The Brueghel Moon is a 2007  magic realist novel by Georgian writer Tamaz Chiladze. Novel was published in 2015 in United States by Dalkey Archive Press. Tamaz Chiladze presents a work that blends the genres of post-modernism, magical realism, and science fiction.

Plot
The Brueghel Moon is a novella about a psychiatrist, Levan, who has a former patient, Nunu, visit him, then he goes to a garden party, and gets involved with the wife of an ambassador, Ana-Maria.

Major themes 
The narrative switches around, first person, second person, third person, back to first. The reader sees inside Levan and Nunu's head, but never Ana-Maria's, although Ana-Maria seems to vocalize all of her thoughts to Levan.
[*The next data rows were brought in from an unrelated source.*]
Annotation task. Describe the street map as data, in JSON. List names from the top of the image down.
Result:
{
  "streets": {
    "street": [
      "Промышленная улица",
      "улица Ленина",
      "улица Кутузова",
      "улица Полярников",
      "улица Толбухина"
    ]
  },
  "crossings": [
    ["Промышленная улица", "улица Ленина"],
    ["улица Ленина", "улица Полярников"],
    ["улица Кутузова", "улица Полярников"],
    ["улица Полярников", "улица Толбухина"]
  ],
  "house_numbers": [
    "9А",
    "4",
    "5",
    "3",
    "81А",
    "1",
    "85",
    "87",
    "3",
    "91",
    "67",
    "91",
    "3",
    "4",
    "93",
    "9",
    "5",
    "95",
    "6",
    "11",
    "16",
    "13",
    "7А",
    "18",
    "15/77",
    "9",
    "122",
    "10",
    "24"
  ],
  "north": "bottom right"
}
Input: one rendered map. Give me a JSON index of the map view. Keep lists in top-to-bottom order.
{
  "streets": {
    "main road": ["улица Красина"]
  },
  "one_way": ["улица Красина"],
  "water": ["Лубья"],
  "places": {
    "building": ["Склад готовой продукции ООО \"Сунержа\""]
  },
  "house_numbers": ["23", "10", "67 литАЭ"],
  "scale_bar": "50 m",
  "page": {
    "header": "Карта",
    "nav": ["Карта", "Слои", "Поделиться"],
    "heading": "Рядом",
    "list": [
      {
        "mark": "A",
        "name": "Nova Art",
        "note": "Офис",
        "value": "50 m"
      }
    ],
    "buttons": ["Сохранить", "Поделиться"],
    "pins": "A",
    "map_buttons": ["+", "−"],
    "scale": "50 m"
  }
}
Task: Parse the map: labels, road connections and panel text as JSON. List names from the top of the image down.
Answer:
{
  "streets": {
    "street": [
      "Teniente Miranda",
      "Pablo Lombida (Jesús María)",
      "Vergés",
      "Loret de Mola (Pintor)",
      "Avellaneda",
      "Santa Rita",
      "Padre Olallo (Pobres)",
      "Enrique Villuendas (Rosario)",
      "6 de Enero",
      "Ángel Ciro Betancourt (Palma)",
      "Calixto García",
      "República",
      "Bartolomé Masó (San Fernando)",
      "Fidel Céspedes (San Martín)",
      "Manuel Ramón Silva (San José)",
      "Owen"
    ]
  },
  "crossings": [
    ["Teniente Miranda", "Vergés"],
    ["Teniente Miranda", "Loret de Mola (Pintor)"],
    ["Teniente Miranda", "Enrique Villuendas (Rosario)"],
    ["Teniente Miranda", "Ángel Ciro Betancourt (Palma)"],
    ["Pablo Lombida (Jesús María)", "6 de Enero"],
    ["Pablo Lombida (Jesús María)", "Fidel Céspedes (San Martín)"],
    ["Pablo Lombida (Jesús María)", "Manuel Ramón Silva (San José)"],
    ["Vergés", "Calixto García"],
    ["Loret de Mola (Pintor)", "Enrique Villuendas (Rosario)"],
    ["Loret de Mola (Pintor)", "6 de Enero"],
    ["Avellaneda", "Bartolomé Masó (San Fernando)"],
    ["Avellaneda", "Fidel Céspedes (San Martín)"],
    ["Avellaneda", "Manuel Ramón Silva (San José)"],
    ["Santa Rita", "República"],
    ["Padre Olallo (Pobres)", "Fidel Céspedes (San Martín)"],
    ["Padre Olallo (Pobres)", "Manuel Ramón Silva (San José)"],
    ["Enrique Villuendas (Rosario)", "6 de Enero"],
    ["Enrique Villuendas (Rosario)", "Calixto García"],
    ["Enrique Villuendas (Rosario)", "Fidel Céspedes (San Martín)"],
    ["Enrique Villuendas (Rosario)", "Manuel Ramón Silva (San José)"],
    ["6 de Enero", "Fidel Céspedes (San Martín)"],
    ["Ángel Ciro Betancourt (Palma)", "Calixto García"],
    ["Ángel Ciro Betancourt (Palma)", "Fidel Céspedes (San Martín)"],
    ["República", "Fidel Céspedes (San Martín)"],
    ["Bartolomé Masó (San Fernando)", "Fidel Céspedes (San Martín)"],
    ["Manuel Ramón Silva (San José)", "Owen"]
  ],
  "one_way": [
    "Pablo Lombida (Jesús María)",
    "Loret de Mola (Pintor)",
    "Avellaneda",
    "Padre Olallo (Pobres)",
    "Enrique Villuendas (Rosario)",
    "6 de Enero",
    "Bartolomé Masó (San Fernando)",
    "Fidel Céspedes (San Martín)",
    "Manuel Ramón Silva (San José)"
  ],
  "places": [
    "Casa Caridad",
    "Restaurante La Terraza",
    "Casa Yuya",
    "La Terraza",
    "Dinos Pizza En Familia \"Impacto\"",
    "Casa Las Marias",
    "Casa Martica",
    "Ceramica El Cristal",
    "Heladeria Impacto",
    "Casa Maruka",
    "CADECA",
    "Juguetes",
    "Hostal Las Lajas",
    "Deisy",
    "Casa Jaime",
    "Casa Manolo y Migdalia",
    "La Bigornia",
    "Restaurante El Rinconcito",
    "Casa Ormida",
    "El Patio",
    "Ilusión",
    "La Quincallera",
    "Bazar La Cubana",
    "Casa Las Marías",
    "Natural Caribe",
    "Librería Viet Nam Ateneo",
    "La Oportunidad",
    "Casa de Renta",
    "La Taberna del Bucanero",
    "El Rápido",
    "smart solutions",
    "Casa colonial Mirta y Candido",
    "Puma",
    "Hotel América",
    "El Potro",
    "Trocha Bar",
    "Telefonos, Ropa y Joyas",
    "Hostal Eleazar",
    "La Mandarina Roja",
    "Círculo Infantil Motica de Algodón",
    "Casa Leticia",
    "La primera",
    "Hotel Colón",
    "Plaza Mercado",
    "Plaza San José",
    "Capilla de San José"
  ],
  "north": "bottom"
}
The main protagonist, Levan, has been successful until now, but when he has to confront the fact of his wife leaving him, has also to confront the fact that he has seen her all along as a patient rather than an individual. There is also a sub-plot involving an astrophysicist and a “Visitor”. The narrative crosses several timelines, perspectives and worlds and each chapter is from a different perspective.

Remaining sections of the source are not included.